[Exercise prompt] Set down every record below exactly as it stands, with the pictures omitted.

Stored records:

BEGIN

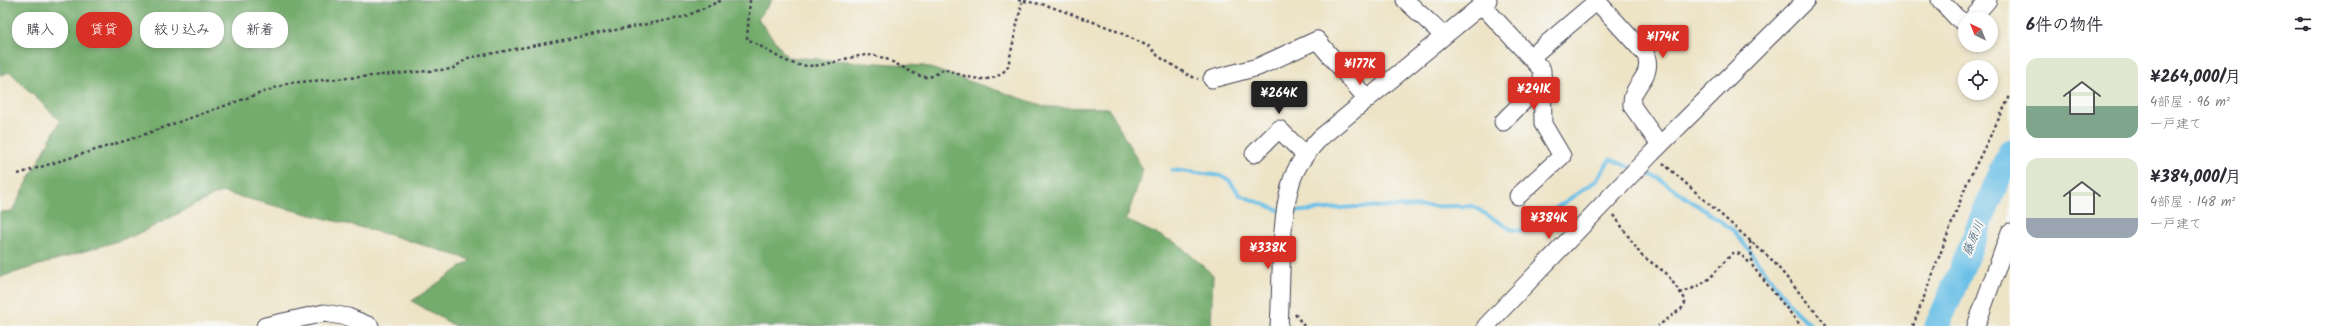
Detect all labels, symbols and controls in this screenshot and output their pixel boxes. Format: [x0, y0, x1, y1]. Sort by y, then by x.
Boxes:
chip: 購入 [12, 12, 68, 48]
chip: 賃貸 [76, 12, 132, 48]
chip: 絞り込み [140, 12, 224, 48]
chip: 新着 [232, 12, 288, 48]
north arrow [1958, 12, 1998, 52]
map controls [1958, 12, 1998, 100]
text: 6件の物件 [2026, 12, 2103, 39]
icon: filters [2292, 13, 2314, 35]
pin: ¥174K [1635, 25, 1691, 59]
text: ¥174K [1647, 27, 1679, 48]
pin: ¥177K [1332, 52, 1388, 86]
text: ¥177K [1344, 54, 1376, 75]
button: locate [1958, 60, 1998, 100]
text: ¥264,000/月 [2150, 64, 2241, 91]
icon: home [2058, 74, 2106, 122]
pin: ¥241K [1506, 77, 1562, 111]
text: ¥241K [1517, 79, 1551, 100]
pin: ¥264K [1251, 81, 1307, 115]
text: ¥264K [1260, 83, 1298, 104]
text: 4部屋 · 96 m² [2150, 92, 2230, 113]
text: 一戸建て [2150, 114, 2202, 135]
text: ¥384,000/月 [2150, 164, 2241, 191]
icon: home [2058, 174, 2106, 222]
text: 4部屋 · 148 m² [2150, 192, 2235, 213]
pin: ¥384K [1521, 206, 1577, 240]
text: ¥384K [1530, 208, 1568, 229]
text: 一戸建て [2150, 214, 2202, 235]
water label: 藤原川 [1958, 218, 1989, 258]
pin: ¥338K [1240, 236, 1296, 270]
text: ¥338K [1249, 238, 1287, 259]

END

[Output for this exercise]
Detect all labels, symbols and controls in this screenshot and output their pixel boxes. Format: [x0, y0, x1, y1]. Sort by y, then by x.
Boxes:
chip: 購入 [12, 12, 68, 48]
chip: 賃貸 [76, 12, 132, 48]
chip: 絞り込み [140, 12, 224, 48]
chip: 新着 [232, 12, 288, 48]
north arrow [1958, 12, 1998, 52]
map controls [1958, 12, 1998, 100]
text: 6件の物件 [2026, 12, 2103, 39]
icon: filters [2292, 13, 2314, 35]
pin: ¥174K [1635, 25, 1691, 59]
text: ¥174K [1647, 27, 1679, 48]
pin: ¥177K [1332, 52, 1388, 86]
text: ¥177K [1344, 54, 1376, 75]
button: locate [1958, 60, 1998, 100]
text: ¥264,000/月 [2150, 64, 2241, 91]
icon: home [2058, 74, 2106, 122]
pin: ¥241K [1506, 77, 1562, 111]
text: ¥241K [1517, 79, 1551, 100]
pin: ¥264K [1251, 81, 1307, 115]
text: ¥264K [1260, 83, 1298, 104]
text: 4部屋 · 96 m² [2150, 92, 2230, 113]
text: 一戸建て [2150, 114, 2202, 135]
text: ¥384,000/月 [2150, 164, 2241, 191]
icon: home [2058, 174, 2106, 222]
text: 4部屋 · 148 m² [2150, 192, 2235, 213]
pin: ¥384K [1521, 206, 1577, 240]
text: ¥384K [1530, 208, 1568, 229]
text: 一戸建て [2150, 214, 2202, 235]
water label: 藤原川 [1958, 218, 1989, 258]
pin: ¥338K [1240, 236, 1296, 270]
text: ¥338K [1249, 238, 1287, 259]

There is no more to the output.